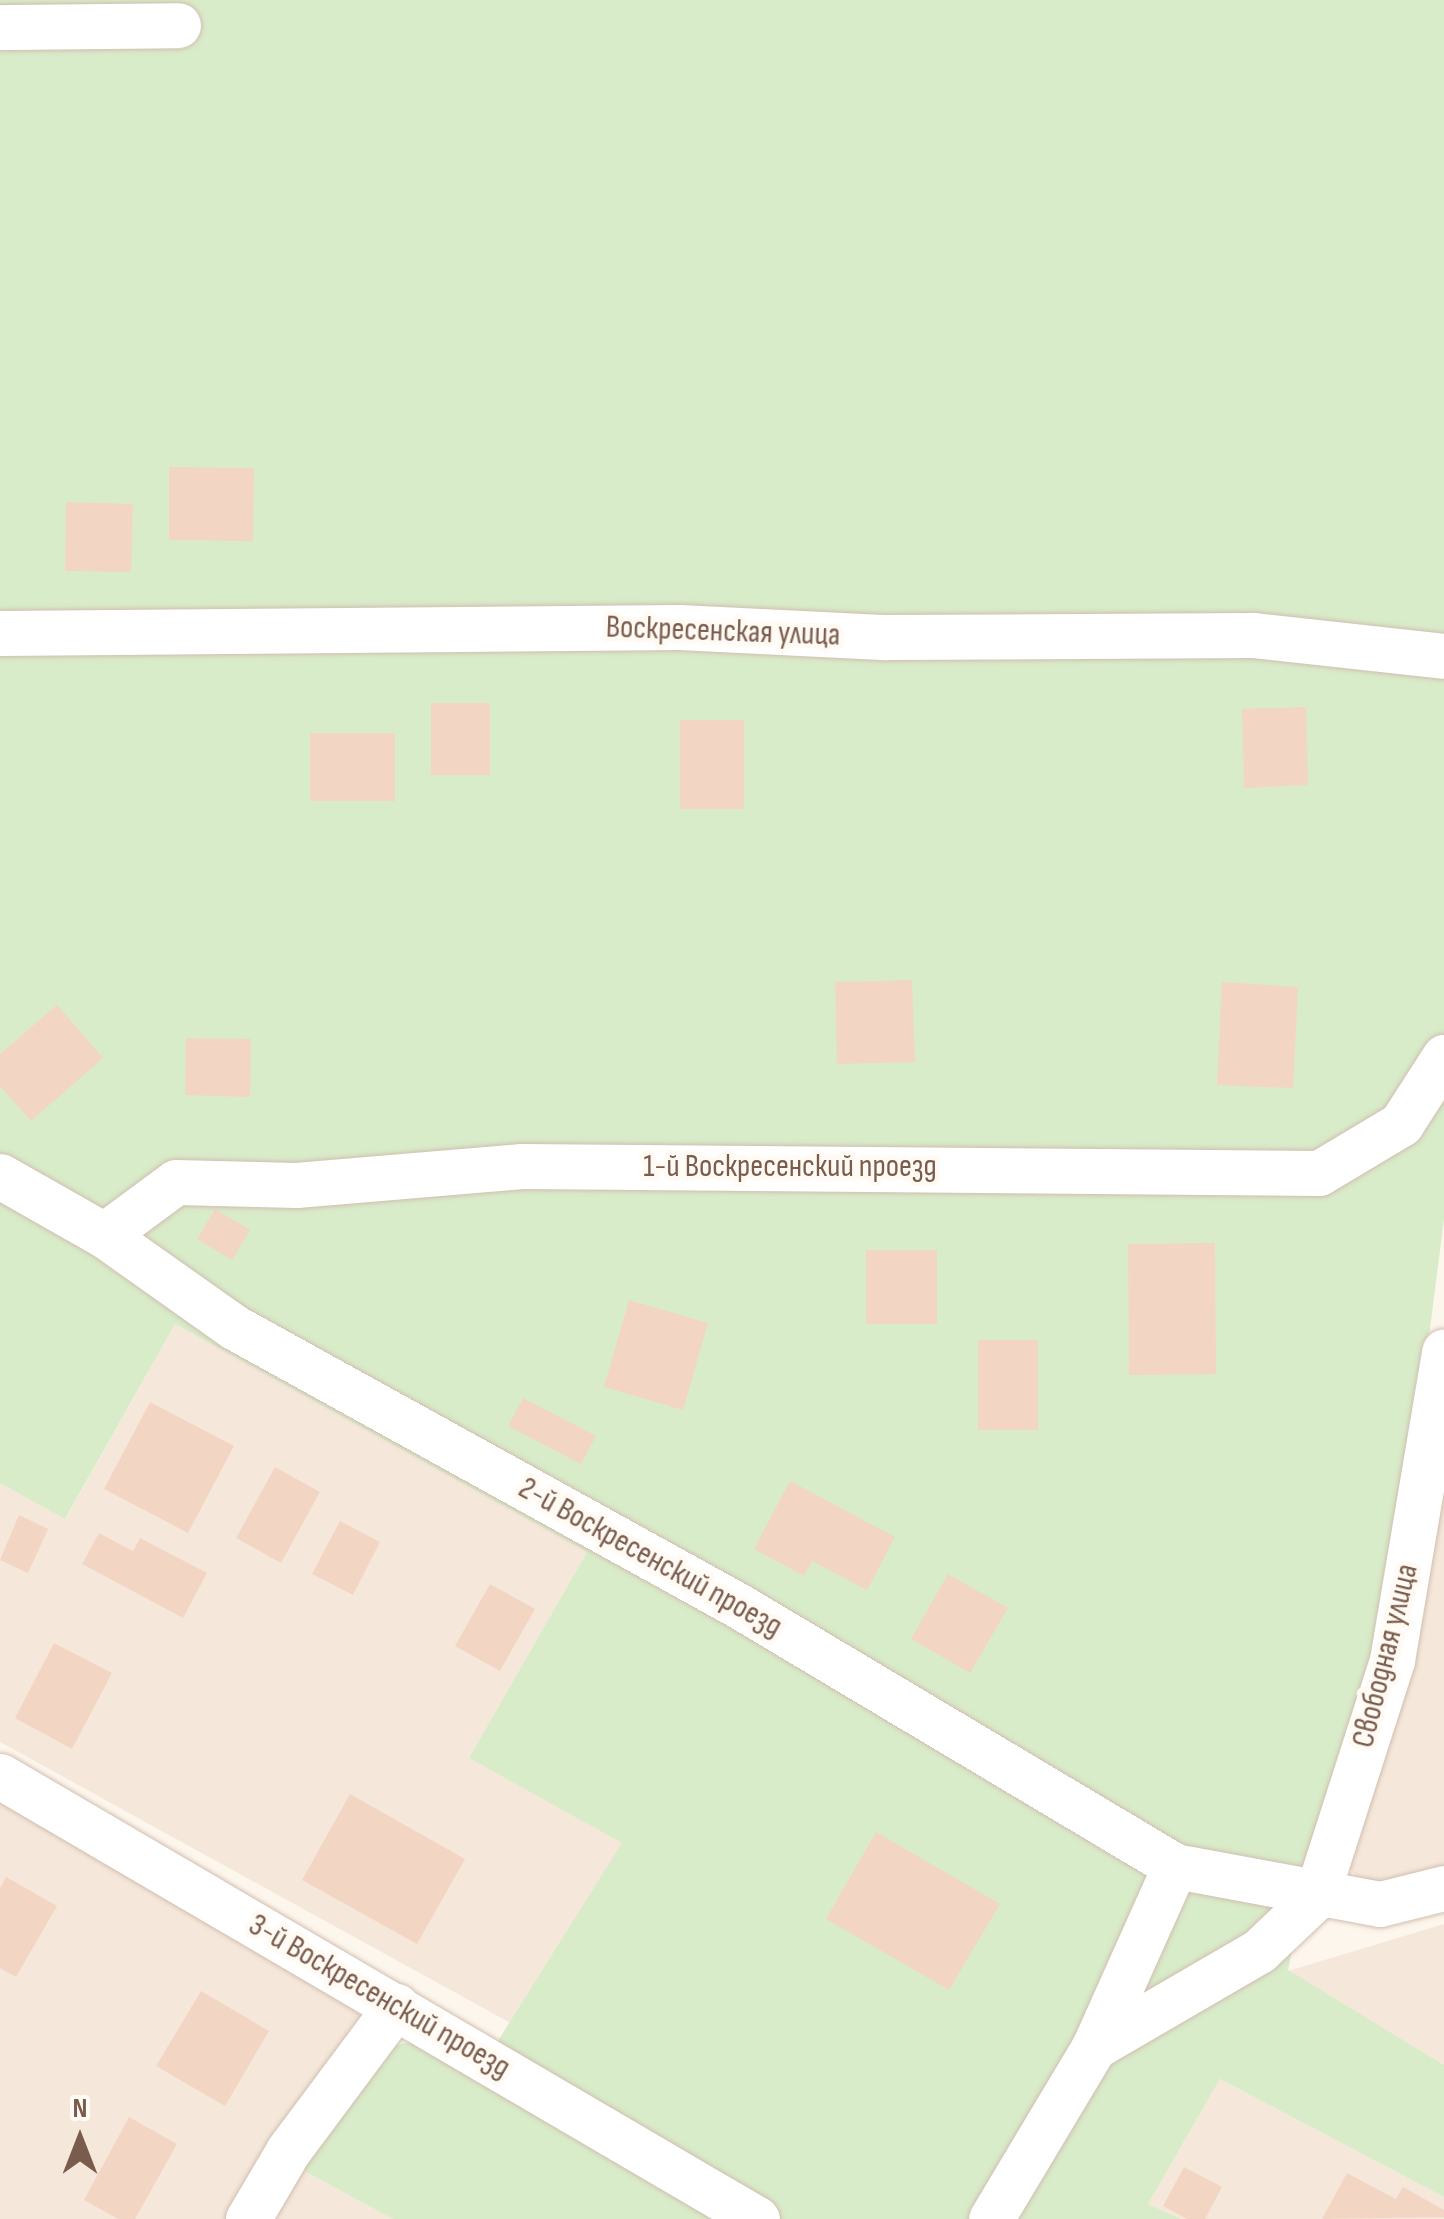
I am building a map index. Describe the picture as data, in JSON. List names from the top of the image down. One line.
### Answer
{"streets":{"street":["Воскресенская улица","1-й Воскресенский проезд","2-й Воскресенский проезд","Свободная улица","3-й Воскресенский проезд"]},"crossings":[["1-й Воскресенский проезд","2-й Воскресенский проезд"],["2-й Воскресенский проезд","Свободная улица"]],"north":"top"}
--
PROBLEM TO WORK ON :: Return all the material exactly, skipping pictures.

RESULT OF THE EXERCISE ::
I am building a map index. Describe the picture as data, in JSON. List names from the top of the image down. One line.
### Answer
{"streets":{"street":["Воскресенская улица","1-й Воскресенский проезд","2-й Воскресенский проезд","Свободная улица","3-й Воскресенский проезд"]},"crossings":[["1-й Воскресенский проезд","2-й Воскресенский проезд"],["2-й Воскресенский проезд","Свободная улица"]],"north":"top"}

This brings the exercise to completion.